The castle sat on a small rise in the middle of the valley floor. It was quite noticeable, and if you’d asked any of the locals for directions they’d say, “Aye!” in a rather deep and booming voice if they were male, “the castle’s first right a’ter McGregor’s farm.” But it didn’t seem to figure at all in terms of Avysmere’s attractions. You’d probably get told about the ghost in the church (in reality a white cloth with an electric fan blowing it about), the fine Edwardian cobbled streets (quite why anyone would use cobbles after tarmac was invented wasn’t really discussed), and Jimmy McGregor’s five eyed fish (three of the eyes were fake, apparently he’d just sown them on for the extra tourist trade) he supposedly caught down in the local loch. Everything but the castle would be mentioned, it’d ruin the quaint Scottish village look.

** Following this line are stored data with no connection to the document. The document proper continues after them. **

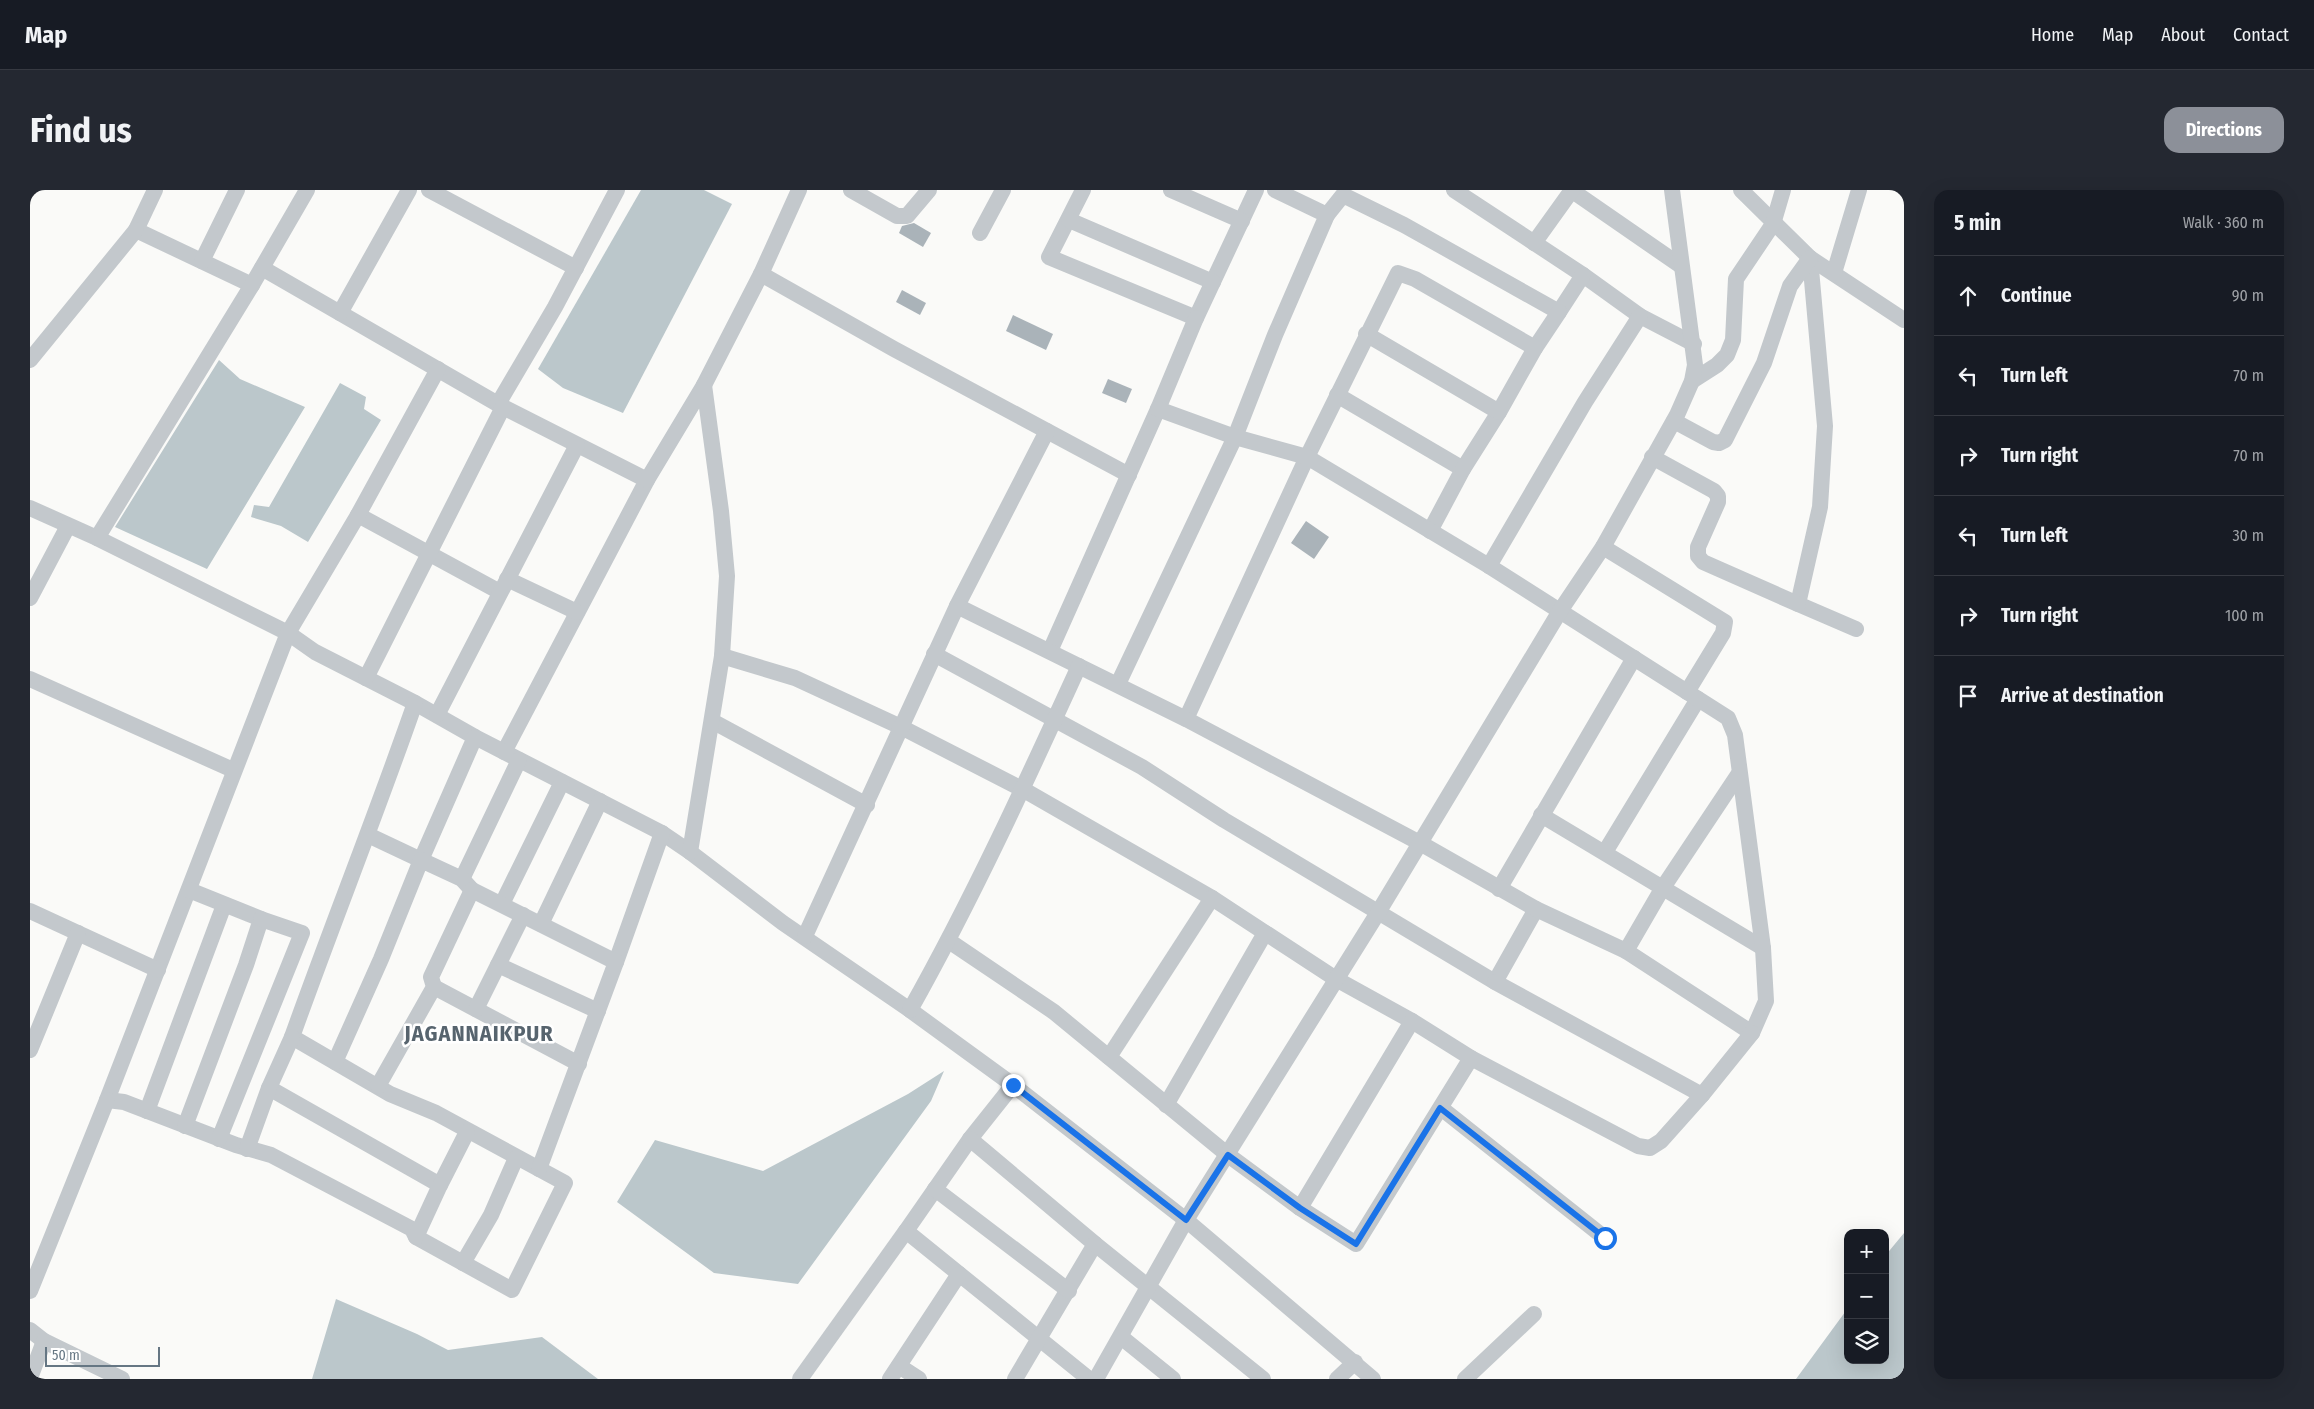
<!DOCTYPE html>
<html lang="en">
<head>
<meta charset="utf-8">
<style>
  body { margin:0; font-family:"Fira Sans Condensed",sans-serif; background:#242831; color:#f1f3f6 }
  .controls { position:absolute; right:15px; bottom:15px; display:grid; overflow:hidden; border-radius:10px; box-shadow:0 5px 20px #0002 }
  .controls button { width:45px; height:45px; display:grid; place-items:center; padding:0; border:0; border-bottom:1px solid #363941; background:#171b24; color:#f1f3f6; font:25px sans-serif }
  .scale { position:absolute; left:15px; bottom:12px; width:115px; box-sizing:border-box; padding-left:5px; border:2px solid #657683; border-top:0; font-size:14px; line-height:18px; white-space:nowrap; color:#657683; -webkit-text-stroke:4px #fff; paint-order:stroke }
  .stop { position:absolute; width:15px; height:15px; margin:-11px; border:4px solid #1a73e8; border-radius:50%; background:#fff }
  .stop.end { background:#1a73e8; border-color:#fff; box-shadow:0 1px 5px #0008 }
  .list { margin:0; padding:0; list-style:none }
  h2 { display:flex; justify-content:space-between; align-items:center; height:65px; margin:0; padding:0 20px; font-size:21px }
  h2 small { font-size:16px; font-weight:400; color:#9ea1a6 }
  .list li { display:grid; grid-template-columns:32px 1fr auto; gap:15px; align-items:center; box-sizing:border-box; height:80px; padding:0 20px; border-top:1px solid #363941 }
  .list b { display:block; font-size:19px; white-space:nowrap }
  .list em { font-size:16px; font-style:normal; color:#9ea1a6 }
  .icon { flex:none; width:28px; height:28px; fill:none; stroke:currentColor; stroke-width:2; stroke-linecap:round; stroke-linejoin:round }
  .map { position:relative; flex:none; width:1874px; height:1189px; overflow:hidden; border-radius:15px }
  header { display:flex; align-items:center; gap:30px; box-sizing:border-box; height:70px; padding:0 25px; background:#171b24; border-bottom:1px solid #363941 }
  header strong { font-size:24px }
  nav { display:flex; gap:28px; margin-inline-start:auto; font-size:18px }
  .intro { display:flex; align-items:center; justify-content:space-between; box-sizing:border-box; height:120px; padding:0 30px }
  h1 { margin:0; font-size:35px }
  .button { padding:12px 22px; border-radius:15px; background:#8c9099; color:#fff; font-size:18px; font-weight:700 }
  main { display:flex; gap:30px; padding:0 30px }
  aside { flex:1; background:#171b24; border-radius:15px; box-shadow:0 5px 20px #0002 }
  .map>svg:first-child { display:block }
  .water { fill:#bbc7cb }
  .building { fill:#aab3b9 }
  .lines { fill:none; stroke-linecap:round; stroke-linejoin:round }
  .minor { stroke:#c3c8cc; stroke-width:16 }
  .route { stroke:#1a73e8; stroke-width:6 }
  .labels { text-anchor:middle; stroke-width:5; stroke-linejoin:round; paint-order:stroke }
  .district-label { font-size:22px; font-weight:bold; letter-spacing:1px; fill:#57646e; stroke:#fff }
</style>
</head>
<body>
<header>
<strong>Map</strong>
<nav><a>Home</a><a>Map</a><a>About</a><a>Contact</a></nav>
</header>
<div class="intro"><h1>Find us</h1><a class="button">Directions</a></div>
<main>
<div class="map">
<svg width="1874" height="1189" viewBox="0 0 1874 1189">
  <rect width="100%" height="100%" fill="#fafaf8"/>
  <!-- water -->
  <g class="water">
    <path d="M611,0H674L702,14L593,223L533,198L508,179Z"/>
    <path d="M189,170L210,189L275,217L177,379L85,337Z"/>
    <path d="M310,193L336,207L334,219L351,230L278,352L251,336L221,327L224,315L239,317Z"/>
    <path d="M914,881L901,911L768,1094L684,1083L587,1012L625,950L733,981L878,904Z"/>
    <path d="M1874,1043V1189H1766L1818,1118V1170H1855V1066Z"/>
    <path d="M306,1109L387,1144L418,1160L512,1147L568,1189H282Z"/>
  </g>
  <!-- building -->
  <g class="building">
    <path d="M884,33L901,43L893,57L869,43L872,36Z"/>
    <path d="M872,100L896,113L890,125L866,112Z"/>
    <path d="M983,125L1023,144L1016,160L976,141Z"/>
    <path d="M1078,189L1102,199L1096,213L1072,203Z"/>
    <path d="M1276,331L1299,347L1284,369L1261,353Z"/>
  </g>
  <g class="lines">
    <!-- minor -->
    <g class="minor">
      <path d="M125,0L106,40L222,95"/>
      <path d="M399,0L546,78"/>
      <path d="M821,0L867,26H877L899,0"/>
      <path d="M1053,0L1019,67L1166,128L1226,0"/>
      <path d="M1141,0L1212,31"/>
      <path d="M1424,0L1553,85L1610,126L1664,154"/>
      <path d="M1541,0L1651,76"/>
      <path d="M1711,0L1780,68L1874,130"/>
      <path d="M1297,25L1313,5L1374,35L1529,122L1553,85"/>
      <path d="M1039,30L1183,92"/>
      <path d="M950,43L973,0"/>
      <path d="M1504,53L1542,0"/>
      <path d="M1780,68L1795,236L1790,317L1768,414L1826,439"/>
      <path d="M172,71L207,0"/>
      <path d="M232,78L473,217L617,290L474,562"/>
      <path d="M1804,83L1829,0"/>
      <path d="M731,84L769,0"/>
      <path d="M310,123L379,0"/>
      <path d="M1505,158L1529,122"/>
      <path d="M0,170L106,40"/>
      <path d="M1662,191L1687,175L1697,165L1703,150L1706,89L1743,34L1753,0"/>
      <path d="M674,195L731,84L864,159L1099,285"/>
      <path d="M1307,205L1433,279L1400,341"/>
      <path d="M468,214L525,117L587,0"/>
      <path d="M1644,231L1683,252L1689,253L1695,250L1734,173L1760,96L1780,68"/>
      <path d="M1622,267L1684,301L1688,306V312L1668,357V366L1673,372L1768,414"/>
      <path d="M1433,279L1469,222"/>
      <path d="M617,290L674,195L691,321L697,386L692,466"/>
      <path d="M0,318L67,348L258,443L285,462L385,513L445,547L632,643L660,662L753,733L880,820L983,895L1156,1030L1343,1189"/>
      <path d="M328,325L470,402"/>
      <path d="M67,348L222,95L277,0"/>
      <path d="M1573,357L1695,432L1693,443L1657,502"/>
      <path d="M1459,376L1555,212L1610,126"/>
      <path d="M477,389L547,422"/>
      <path d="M0,408L38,336"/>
      <path d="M927,416L1017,241"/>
      <path d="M1020,461L1128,219L1166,128"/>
      <path d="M904,464L1112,577L1194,630L1465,792L1506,719"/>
      <path d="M336,488L473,217"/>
      <path d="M0,489L203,580"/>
      <path d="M1088,494L1205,247L1245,145L1297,25L1245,0"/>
      <path d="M385,513C346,625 302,735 262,847L360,904L406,923L535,993L482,1100L386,1047L382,1039L241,965L206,955L94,912L77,910L258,443L328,325L408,179"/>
      <path d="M407,525L547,255"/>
      <path d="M1156,529L1277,267L1368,83L1385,89L1505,158L1469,222L1336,144"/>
      <path d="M682,531L837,615"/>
      <path d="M1511,625L1733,758"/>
      <path d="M338,645L391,670L445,547"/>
      <path d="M660,662L692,466L765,488L871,537L994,600L1182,708L1306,789L1382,831L1270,1018L1198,965L1024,822L919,751"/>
      <path d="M1575,662L1668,509"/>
      <path d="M432,689L489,570"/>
      <path d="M1469,699L1604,468"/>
      <path d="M472,714L532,592"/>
      <path d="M0,721L128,780"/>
      <path d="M511,734L570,611"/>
      <path d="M775,746L927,416L1156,529L1390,653L1506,719L1596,761L1722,843L1736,811L1733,758L1705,545L1698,528L1459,376L1277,267L1205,247L1128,219"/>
      <path d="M1596,761L1632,699L1708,585"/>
      <path d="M586,772L632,643"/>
      <path d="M468,775L568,821"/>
      <path d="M1465,792L1672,905L1722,843"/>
      <path d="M404,797L549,874"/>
      <path d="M446,819L493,725"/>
      <path d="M880,820C943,708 996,592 1049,476"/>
      <path d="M0,860L48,743"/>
      <path d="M1079,867L1182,708"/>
      <path d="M1441,868L1608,956L1620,958L1631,951L1672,905"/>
      <path d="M305,872L351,769L391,670L432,689L442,700"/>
      <path d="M983,895L940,949L876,1041L1059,1189"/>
      <path d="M348,896L404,797L401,787L442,700L586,772L509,979"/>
      <path d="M239,898L410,995L437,942"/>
      <path d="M1136,915L1235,743"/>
      <path d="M1411,918L1575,1048"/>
      <path d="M117,921L194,715"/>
      <path d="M155,936L216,775L231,729L159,700"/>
      <path d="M189,949L272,743L231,729"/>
      <path d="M940,949L1065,1054L985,1189"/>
      <path d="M217,959L239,898L262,847"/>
      <path d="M905,999L1039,1101"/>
      <path d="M1270,1018L1326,1054L1441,868L1382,831"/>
      <path d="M386,1047L410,995"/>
      <path d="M1065,1054L1233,1189"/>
      <path d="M433,1073L461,1025L486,968"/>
      <path d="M0,1101L77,910"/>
      <path d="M0,1140L14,1151L92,1189"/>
      <path d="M1091,1147L1143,1189"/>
      <path d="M869,1176L889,1189"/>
      <path d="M0,1188L14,1151"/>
      <path d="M770,1189L876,1041"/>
      <path d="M860,1189L929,1084"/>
      <path d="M1066,1189L1156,1030L1349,721L1530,421L1573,357L1647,225L1662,191L1665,175L1642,0"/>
      <path d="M1307,1189L1325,1172"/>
      <path d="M1435,1189L1504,1124"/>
    </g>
  </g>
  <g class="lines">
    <!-- route -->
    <path class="route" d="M983,895L1156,1030L1198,965L1270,1018L1326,1054L1410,918L1575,1048"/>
  </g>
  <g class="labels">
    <!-- district labels -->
    <g class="district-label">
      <text x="449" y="851">JAGANNAIKPUR</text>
    </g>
  </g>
</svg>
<div class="controls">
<button>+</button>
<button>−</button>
<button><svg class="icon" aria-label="layers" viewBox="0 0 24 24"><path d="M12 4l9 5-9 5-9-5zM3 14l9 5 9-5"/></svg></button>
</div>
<div class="scale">50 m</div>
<div class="stop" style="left:1575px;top:1048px"></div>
<div class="stop end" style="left:983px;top:895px"></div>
</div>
<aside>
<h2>5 min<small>Walk · 360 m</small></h2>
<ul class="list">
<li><svg class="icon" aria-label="ahead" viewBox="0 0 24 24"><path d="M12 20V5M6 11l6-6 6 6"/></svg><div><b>Continue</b></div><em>90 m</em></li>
<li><svg class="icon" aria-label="left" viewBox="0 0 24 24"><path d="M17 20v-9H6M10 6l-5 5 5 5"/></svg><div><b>Turn left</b></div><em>70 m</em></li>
<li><svg class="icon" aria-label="right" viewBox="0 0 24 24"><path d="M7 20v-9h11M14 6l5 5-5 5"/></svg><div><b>Turn right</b></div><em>70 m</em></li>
<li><svg class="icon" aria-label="left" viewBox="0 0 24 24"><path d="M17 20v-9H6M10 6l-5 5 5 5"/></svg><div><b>Turn left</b></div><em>30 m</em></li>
<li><svg class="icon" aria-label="right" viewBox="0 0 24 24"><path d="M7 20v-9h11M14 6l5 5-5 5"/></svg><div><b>Turn right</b></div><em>100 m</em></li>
<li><svg class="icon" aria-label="arrive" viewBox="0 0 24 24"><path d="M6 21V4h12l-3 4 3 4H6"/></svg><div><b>Arrive at destination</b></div></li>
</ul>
</aside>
</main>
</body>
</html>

Thus it wasn’t too difficult for Hans to find the castle. In fact it really shouldn’t have been a problem, but Daniel, the estate agent who’d originally looked at the property, had forgotten the way back. Hence the journey had been filled with several interesting detours, such as nearly driving off the end of the loch’s single pier, driving the wrong way through the village’s one way system and Daniel’s constant belief that driving through a herd of sheep meant you were taking a shortcut.
Hans was, of course, sat in passenger seat throughout this, fearing for his life. He’d observed that the car was one of those typical businessmen cars; a grossly oversized saloon in a murky maroon/brown colour that any sane person would vomit at the sight of and that was without the muddy splatter on the car after their earlier escapades. He’d also hung one of those pathetic supposedly pine–scented trees on his rear view mirror, in which Hans could see the ‘My Other Car Is a Ferrari Too’ sticker. Presumably Daniel hadn’t realised that you were meant to put that sticker in a Ferrari. ‘Oh well,’ supposed Hans, ‘just because the guy has taste in buildings doesn’t necessarily means it extends to anything else.’
Hans was so engrossed in his thoughts that he didn’t realise they’d arrived at the castle until the car came to a halt in the centre of the gravel courtyard. The castle was more of a keep than the traditional motte and bailey design. The outer wall formed a square with all the buildings on the inside. The gatehouse on one side, a large building extending out of the opposite one with two smaller buildings protruded out of the other walls.
Both men clambered out of the car, stood up, and began taking in the immensity of it all. “Welcome, welcome, welcome, to your new home, Hans,” said Daniel, in his camp Canadian accent. Hans wasn’t listening though, he was scanning the courtyard. The medium built man, with the crew cut standing at the other side of the car knew what he was looking for, though, as Hans had spent several hours stressing the importance of it not being damaged in transit. “Your bike’s in the garage in that building there,” he said pointing behind Hans. He personally preferred his car, it was more spacious and comfortable, but he didn’t like the colour. However, all the other estate agents in the country had that colour, so he guessed it must be a sign of the trade. He had considered getting a nicer colour to symbolise his status as more of a relocation expert than just an average estate agent, but he had his motto for foreign lands. ‘When in Rome, do as the Romans do.’
Hans knew where his priorities lay, his bike, his pride and joy. As soon as he heard where it was, he began heading in the direction Daniel had indicated, wanting to be re-united with it. He was unfortunately curtailed by shouting from the opposite side of the courtyard. Hans turned around and began walking back towards the car, spotting a thin man of medium height, wearing a mud stained tartan over-shirt and brown corduroy.
Hans walked back towards the man. They met; the man stroked his ginger-grey beard carefully, and then offered his hand. “Hans, this is Mervin, the groundskeeper,” said Daniel. “Well, look at the time, I’d better dash,” Daniel said as he hurriedly went to get in the car.
The vehicle spend of backwards as Mervin scowled and shouted, “An’ about time too! Aye, I’m glad to be making your acquaintance, sonny. This way, I’ll show yeh around then,” he said, pointing to a doorway in the large building opposite the gatehouse. “Yeh don’t mind me asking just one question though.”
“You just did, didn’t you?” replied Hans following Mervin to the door.
“Well I just wanna know why yeh sent me a crate of lard?”
“I don’t know, Daniel mentioned you seemed pretty keen on lard, you kept dropping it in conversation quite a bit, he even said you blessed it! I just thought it would be a nice gift!”
Mervin was furious. “Pretentious git!” he said spitefully as he clenched his fist, “All his bloody yeh canne speak yeh own accent, yeh’ve gotta speak proper English and all thaa twaddle. Poking and probing round the place, picking faults with every little last thing. He should talk, he canne tell the difference between Lord and lard, grr!”
Hans decided it would be best to remain silent for a little while.